Autant de «demandes» que les fonds souverains considèrent comme une atteinte à leur liberté d’autant que d’autres investisseurs, à commencer par les fonds spéculatifs ou «hedge funds», ne se voient imposer aucune contrainte. De même, ne comprennent-ils pas cette soudaine levée de boucliers alors qu’ils existent, pour certains d’entre eux, depuis plusieurs décennies.

En fait, c’est bien parce que les fonds souverains ont changé qu’ils inquiètent. Jusqu’à ces dernières années, ils investissaient leurs avoirs dans des placements sûrs et peu risqués à l’image des bons du Trésor américains voire européens (notamment le «bund» allemand). Mais leur stratégie a quelque peu changé depuis le début du siècle. Ces fonds n’hésitent plus à faire leurs emplettes sur des segments un peu plus risqués mais a priori plus rémunérateurs comme le marché boursier ou celui des changes.

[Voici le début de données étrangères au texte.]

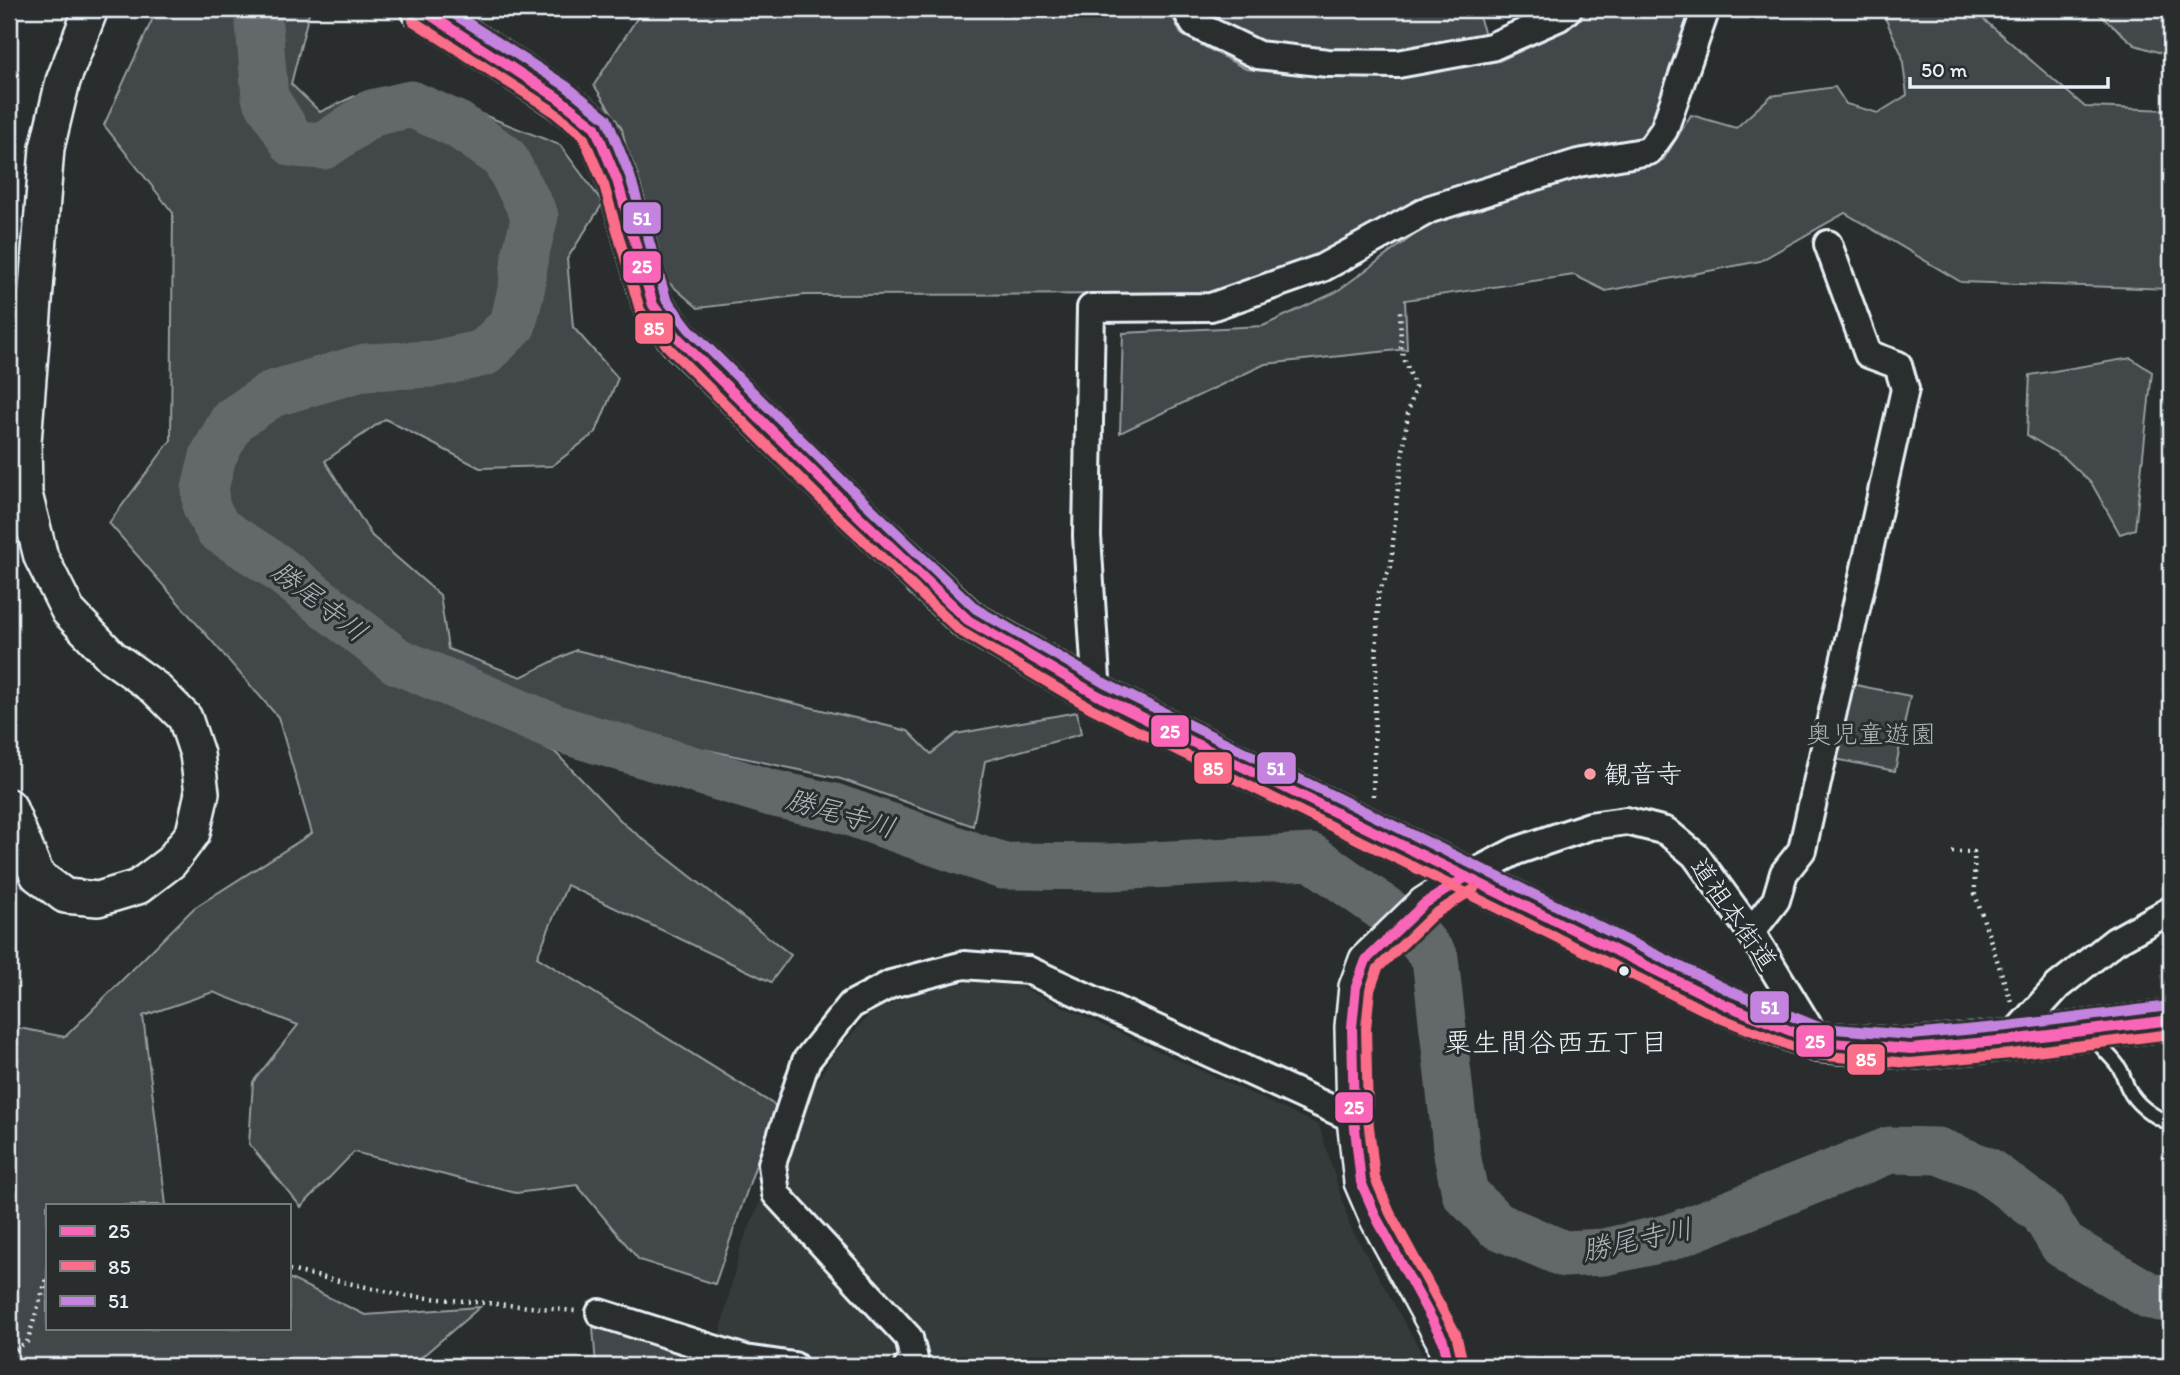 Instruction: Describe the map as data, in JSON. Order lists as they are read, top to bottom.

Deux environnements jugés stratégiques par les nations industrialisées.

Pour ce qui est des Bourses, la crainte est que des fonds souverains opèrent un contrôle rampant des fleurons des économies industrialisées. Une telle peur s’est par exemple matérialisée lorsque le fonds souverain d’Abu Dhabi (Abu Dhabi Investment Authority ou Adia) a déboursé plus de 7 milliards de dollars pour acquérir 4,9% du capital de Citigroup, la première banque américaine.

A l’époque, de nombreuses informations ont fait état du fait que Adia aurait souhaité prendre une part plus grande dans «Citi» mais qu’il a renoncé parce que toute acquisition de plus 5% du capital de la banque aurait permis à la Securities and Exchange Commission (SEC, le gendarme boursier américain) de mettre son nez dans la transaction.

Face aux critiques, les fonds souverains arabes ont des réponses quelque peu différentes. Celui du Koweït, l’un des plus anciens au monde puisqu’il a été créé en 1953, met en avant sa relative transparence et son fonctionnement autonome vis-à-vis des autorités politiques. Il faut dire que ce fonds a connu une cuisante expérience lorsqu’il avait tenté de prendre le contrôle du pétrolier britannique BP dans les années 1990 avant de faire machine arrière face au refus de Margaret Tatcher d’accepter une telle opération.

Quant aux autres fonds, qu’il s’agisse de celui d’Abu Dhabi, de Dubaï ou du Qatar, ils ne peuvent guère se targuer de leur transparence et encore moins d’une autonomie par rapport aux familles régnantes. En effet, il est toujours difficile de faire la part des choses entre les avoirs du fonds et ceux des dirigeants.

Du coup, ces fonds avancent un autre argument assez convaincant. Ils répètent à l’envi que leurs investissements sont destinés à préparer l’après-pétrole et qu’il ne s’agit pour eux en aucune façon de prendre le contrôle des économies occidentales. Une manière intelligente de se différencier d’autres fonds, notamment russe et chinois, qui eux ne cachent guère leur volonté de s’imposer en tant que bras armés de leurs gouvernements.